What constitutes “lying, cheating, or stealing” depends on the academic activity.

Your grades for the different components of the course will be weighted as follows:

20% for participation and brief writing exercises 20% first version of substantial paper 1 25% revised version of paper 1 35% substantial paper 2

Grade Appeals: If you feel you have been given an incorrect grade for any part of the course, we can review together how I applied the announced standards. If this doesn’t resolve the issue, you have the right to discuss with our department’s Director of Undergraduate Studies (currently Professor Markus Kohl), or to appeal through a formal University process. You’ll be expected to make a case that the grade reflects an arithmetic/clerical error, arbitrariness, discrimination, harassment, or personal malice. To learn more, consult the Academic Advising Program website, or this summary of University policies.

Most requests that I and other professors hear for changing grades are based on how good/bad it would be for a student to get a given grade; but it would be unfair and inappropriate for justifications like that to succeed.

Calendar

This schedule lists due dates for assignments and the rough order of our topics. See this other page for course announcements, specific readings, presentation notes, and any minor tweaks to the schedule. Check that page frequently.
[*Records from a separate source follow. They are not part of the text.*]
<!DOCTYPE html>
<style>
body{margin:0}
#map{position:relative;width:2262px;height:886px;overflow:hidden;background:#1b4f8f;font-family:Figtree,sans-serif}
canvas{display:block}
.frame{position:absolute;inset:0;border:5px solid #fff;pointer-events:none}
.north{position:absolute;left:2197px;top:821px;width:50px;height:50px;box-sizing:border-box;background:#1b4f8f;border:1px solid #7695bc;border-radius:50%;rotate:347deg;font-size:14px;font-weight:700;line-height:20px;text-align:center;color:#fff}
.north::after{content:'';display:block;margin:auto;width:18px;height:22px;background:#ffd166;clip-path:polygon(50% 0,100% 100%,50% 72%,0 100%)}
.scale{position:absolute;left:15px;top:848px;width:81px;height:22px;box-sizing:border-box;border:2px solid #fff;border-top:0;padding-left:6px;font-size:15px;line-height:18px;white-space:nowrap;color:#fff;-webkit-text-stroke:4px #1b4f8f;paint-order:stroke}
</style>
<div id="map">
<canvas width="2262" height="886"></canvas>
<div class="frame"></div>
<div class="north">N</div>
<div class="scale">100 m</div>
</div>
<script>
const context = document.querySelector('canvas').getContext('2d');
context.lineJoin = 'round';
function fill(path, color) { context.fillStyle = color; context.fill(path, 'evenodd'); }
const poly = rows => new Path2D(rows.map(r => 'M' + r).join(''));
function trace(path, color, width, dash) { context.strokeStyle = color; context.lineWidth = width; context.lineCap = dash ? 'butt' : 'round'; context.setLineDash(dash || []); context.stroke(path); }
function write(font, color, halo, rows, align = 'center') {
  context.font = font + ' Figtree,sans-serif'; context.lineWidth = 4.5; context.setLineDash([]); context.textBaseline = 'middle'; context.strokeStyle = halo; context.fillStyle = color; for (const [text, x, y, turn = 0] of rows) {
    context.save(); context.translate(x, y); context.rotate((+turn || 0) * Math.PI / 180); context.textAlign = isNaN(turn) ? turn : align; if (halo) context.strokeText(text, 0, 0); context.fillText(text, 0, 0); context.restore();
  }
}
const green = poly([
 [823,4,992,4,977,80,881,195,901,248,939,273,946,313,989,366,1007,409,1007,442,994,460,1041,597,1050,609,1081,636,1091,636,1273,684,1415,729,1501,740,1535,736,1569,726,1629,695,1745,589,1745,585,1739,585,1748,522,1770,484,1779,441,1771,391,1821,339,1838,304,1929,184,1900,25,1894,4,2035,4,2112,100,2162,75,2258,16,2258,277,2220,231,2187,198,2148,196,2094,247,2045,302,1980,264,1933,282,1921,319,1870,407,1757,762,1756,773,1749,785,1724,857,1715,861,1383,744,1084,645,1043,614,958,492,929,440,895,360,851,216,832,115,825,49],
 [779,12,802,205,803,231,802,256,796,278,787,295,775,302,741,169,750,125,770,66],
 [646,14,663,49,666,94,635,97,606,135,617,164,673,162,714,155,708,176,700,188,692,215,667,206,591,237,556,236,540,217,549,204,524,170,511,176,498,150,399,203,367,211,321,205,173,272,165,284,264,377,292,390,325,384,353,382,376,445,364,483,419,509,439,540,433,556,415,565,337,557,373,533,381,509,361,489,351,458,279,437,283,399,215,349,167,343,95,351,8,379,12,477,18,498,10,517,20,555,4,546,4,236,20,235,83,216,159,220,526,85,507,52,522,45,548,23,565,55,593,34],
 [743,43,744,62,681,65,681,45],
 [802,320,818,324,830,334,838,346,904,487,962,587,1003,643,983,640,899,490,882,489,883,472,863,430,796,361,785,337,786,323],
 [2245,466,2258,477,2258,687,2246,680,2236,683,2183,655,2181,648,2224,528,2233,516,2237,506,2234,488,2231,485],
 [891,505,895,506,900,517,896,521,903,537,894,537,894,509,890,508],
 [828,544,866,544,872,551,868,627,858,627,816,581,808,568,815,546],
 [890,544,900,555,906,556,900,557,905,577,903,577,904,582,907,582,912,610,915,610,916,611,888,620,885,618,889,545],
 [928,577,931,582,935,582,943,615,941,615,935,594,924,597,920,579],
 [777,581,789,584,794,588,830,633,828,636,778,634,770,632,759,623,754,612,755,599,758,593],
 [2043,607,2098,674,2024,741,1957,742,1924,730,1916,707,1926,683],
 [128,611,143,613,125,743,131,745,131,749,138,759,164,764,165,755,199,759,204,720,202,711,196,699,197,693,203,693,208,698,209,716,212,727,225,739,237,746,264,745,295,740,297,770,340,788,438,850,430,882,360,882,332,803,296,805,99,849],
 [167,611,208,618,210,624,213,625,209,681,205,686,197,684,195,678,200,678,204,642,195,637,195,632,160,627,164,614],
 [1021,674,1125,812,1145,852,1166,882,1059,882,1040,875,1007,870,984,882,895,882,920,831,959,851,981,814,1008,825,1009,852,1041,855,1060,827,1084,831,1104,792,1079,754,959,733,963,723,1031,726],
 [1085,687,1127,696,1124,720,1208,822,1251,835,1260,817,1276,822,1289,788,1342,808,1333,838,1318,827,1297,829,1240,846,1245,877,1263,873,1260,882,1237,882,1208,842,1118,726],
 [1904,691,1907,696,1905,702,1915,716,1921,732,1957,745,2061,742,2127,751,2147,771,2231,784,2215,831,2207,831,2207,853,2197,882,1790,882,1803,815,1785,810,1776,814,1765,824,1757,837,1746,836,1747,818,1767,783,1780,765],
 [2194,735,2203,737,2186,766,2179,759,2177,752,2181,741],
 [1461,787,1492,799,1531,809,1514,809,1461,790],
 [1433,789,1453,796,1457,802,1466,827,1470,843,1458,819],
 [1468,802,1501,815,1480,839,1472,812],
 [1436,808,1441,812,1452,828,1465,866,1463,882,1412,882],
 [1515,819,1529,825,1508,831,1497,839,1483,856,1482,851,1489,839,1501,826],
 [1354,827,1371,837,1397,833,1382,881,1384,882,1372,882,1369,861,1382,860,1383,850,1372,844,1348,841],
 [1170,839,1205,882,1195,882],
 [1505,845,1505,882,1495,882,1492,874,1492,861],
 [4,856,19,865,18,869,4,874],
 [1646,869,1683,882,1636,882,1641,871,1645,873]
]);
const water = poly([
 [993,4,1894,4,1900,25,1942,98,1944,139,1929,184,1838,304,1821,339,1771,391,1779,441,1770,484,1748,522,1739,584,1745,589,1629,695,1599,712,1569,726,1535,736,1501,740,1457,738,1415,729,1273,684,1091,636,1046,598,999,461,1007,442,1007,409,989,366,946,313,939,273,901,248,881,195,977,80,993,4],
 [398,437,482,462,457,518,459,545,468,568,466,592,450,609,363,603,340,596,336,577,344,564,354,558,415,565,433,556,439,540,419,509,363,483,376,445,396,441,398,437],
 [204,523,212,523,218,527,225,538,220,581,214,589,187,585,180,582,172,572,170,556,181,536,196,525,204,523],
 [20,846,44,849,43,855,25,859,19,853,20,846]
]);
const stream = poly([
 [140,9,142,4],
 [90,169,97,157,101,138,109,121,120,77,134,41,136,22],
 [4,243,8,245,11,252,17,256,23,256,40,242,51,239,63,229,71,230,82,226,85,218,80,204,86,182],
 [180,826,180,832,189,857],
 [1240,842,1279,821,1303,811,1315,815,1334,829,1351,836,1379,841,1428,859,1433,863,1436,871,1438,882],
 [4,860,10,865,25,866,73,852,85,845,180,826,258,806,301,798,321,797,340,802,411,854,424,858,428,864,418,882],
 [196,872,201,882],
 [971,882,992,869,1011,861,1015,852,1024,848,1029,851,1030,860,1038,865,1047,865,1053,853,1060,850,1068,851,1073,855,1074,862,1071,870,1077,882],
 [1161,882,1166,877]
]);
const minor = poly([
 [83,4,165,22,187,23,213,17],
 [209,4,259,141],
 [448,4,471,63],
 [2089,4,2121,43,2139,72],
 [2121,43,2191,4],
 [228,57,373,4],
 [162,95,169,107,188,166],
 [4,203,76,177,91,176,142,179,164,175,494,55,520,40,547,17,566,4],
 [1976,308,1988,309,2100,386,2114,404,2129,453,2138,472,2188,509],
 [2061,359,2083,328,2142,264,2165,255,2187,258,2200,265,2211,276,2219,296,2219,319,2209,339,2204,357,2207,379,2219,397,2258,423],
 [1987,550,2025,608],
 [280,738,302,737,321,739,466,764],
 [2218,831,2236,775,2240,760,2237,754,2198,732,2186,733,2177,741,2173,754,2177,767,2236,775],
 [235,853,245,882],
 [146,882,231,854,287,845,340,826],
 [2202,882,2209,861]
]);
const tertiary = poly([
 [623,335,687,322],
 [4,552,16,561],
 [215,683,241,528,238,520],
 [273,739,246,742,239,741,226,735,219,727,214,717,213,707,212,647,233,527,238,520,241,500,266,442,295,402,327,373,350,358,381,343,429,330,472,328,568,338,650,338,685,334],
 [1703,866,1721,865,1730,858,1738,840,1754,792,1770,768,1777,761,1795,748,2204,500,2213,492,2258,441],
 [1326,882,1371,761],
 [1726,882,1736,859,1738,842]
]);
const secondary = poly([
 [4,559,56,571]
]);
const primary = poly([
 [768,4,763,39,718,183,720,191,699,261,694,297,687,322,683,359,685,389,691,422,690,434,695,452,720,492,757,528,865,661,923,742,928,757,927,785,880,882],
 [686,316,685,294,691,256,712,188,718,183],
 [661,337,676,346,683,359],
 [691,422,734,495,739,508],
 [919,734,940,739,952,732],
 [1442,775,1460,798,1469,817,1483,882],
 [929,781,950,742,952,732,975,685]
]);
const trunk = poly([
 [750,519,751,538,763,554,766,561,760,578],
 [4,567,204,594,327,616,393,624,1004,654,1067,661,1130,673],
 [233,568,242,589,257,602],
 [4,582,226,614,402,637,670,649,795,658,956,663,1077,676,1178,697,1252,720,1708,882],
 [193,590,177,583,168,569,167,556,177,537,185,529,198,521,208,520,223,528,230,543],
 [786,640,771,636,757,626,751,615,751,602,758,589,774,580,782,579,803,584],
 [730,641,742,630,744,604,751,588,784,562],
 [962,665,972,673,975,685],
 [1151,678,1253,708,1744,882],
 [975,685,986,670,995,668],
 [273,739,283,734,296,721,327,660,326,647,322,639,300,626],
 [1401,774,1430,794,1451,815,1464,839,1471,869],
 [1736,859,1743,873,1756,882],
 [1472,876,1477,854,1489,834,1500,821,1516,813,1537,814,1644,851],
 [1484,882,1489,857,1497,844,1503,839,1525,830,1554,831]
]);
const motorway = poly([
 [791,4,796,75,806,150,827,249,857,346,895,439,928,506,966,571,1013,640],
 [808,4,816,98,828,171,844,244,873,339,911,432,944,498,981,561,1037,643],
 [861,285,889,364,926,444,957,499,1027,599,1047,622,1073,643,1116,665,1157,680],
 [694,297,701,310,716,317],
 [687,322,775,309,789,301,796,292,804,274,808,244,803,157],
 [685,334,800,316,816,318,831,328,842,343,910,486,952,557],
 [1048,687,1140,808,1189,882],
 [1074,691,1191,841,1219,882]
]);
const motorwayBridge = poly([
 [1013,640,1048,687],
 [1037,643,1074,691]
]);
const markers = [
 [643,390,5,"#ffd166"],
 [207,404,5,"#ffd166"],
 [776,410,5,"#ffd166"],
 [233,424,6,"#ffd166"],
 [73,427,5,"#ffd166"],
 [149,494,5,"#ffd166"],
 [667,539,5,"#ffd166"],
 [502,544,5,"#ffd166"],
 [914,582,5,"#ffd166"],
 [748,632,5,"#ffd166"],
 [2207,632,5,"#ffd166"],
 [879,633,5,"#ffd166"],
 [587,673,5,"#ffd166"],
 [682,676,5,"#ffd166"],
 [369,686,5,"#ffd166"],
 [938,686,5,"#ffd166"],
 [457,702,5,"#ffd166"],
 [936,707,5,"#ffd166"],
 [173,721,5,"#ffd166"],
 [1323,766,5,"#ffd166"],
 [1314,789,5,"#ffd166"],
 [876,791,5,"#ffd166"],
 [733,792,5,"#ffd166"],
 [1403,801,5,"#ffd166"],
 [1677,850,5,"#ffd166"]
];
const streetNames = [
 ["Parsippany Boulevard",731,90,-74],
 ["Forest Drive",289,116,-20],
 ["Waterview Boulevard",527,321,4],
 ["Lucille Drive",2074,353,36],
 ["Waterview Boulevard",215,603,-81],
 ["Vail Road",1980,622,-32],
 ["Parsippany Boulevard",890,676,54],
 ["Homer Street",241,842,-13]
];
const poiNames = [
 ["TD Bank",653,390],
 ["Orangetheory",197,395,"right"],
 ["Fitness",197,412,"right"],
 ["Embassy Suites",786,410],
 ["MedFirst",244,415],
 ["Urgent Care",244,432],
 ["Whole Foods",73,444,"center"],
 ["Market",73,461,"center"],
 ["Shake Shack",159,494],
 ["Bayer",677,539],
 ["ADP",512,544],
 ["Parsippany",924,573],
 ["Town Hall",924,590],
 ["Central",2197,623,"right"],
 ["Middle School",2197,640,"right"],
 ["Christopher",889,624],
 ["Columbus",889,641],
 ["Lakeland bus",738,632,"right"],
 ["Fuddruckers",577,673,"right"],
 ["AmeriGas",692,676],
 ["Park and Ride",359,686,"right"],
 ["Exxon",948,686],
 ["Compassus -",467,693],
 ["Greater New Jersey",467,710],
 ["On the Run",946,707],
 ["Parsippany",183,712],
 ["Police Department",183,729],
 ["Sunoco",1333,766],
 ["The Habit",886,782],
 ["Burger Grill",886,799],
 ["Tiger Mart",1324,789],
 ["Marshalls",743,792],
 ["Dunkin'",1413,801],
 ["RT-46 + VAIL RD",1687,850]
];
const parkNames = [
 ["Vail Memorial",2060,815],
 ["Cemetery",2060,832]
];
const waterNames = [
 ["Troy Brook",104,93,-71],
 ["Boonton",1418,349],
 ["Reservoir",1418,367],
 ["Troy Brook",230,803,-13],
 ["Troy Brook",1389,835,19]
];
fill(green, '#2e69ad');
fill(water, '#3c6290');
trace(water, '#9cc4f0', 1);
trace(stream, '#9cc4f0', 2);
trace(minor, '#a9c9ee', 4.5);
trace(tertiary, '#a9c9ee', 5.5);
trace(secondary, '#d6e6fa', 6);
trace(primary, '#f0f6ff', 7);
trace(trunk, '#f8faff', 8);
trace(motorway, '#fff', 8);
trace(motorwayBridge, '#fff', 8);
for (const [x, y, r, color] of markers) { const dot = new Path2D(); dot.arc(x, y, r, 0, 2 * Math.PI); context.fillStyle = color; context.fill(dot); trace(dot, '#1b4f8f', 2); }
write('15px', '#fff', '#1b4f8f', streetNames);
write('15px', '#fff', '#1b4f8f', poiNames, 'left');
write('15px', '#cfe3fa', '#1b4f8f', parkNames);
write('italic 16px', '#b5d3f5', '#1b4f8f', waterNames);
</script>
Meetings 1-2 / Tue Aug 16, Thu Aug 18
Different notions of “identity”: what this course is and isn’t about
Introduction to the philosopher’s method
Conceptual distinctions
Value of fantastical thought-experiments
Analyzing vs stipulating
Necessary vs sufficient conditions
Meetings 3-4 / Tue Aug 23, Thu Aug 25
Metaphysics vs epistemology
Intro to ontology, individual substances
Dualism vs Materialism/Physicalism
Ship of Theseus
Numerical identity and change
Essential properties
First brief writing exercise due on Tue Aug 23
Meeting 5 / Tue Aug 30
Parts and wholes
Statue/Clay
Different concepts of “person”
Is personhood essential to you or just a stage in your existence?
Meeting 6 / Thu Sept 1
Introducing Leibniz’s Law
Tue Sept 6
University Well-Being Day, No classes
Meetings 7-8 / Thu Sept 8, Tue Sept 13
Leibniz’s Law arguments for souls
Meetings 9-10 / Thu Sept 15, Tue Sept 20
Soul theory of personal identity
Second brief writing exercise due on Tue Sept 20
Meetings 11-12 / Thu Sept 22, Tue Sept 27
Lockean (memory-based) theories of personal identity
Meetings 13-16 / Thu Sept 29, Tue Oct 4, Thu Oct 6, Tue Oct 11
More on Lockean theories
Third brief writing exercise due on Thu Sept 29
Watch and discuss The Prestige
Meetings 17-18 / Thu Oct 13, Tue Oct 18
Williams’s Puzzle
First paper due on Thu Oct 13
Thu Oct 20
Fall Break, No classes
Meeting 19 / Tue Oct 25
Hume on the Illusory Self
Meeting 20 / Thu Oct 27
Nagel and Parfit on Divided Minds
Meetings 21-22 / Tue Nov 1, Thu Nov 3
Parfit on Survival and What Matters
Watch and discuss Memento
Revision of First paper due on Thu Nov 3 Sun Nov 6
Meetings 23-24 / Tue Nov 8, Thu Nov 10
More Parfit
Meeting 25 / Tue Nov 15
What’s our essence: psychology or biology?
Meetings 26-27 / Thu Nov 17, Tue Nov 22
Narrative identity
Share drafts of Second paper by Thu Nov 17, give feedback by Tue Nov 22
Thu Nov 24
Thanksgiving, No classes
Meeting 28 / Tue Nov 29
Last regular class meeting
Fri Dec 2 at noon
Scheduled exam period for this seminar
Second paper due
Instead of exam, we’ll have a review/discussion meeting

Other Information

Rescheduling/missing deadlines

If you know in advance you’ll have good reason for being unable to submit a paper for a deadline:

What if it turns out that you can’t turn your work in, but now it’s only days or hours before (or even after 😮) the deadline?

Policies and Resources

Updates

I reserve the right to make changes to the syllabus, including paper due dates. These changes will be announced as early as possible so that students can adjust their schedules.

Feedback

I welcome your input about the course at any time. You are welcome to approach me directly. I’ll also provide opportunities for anonymous evaluation and feedback during the term.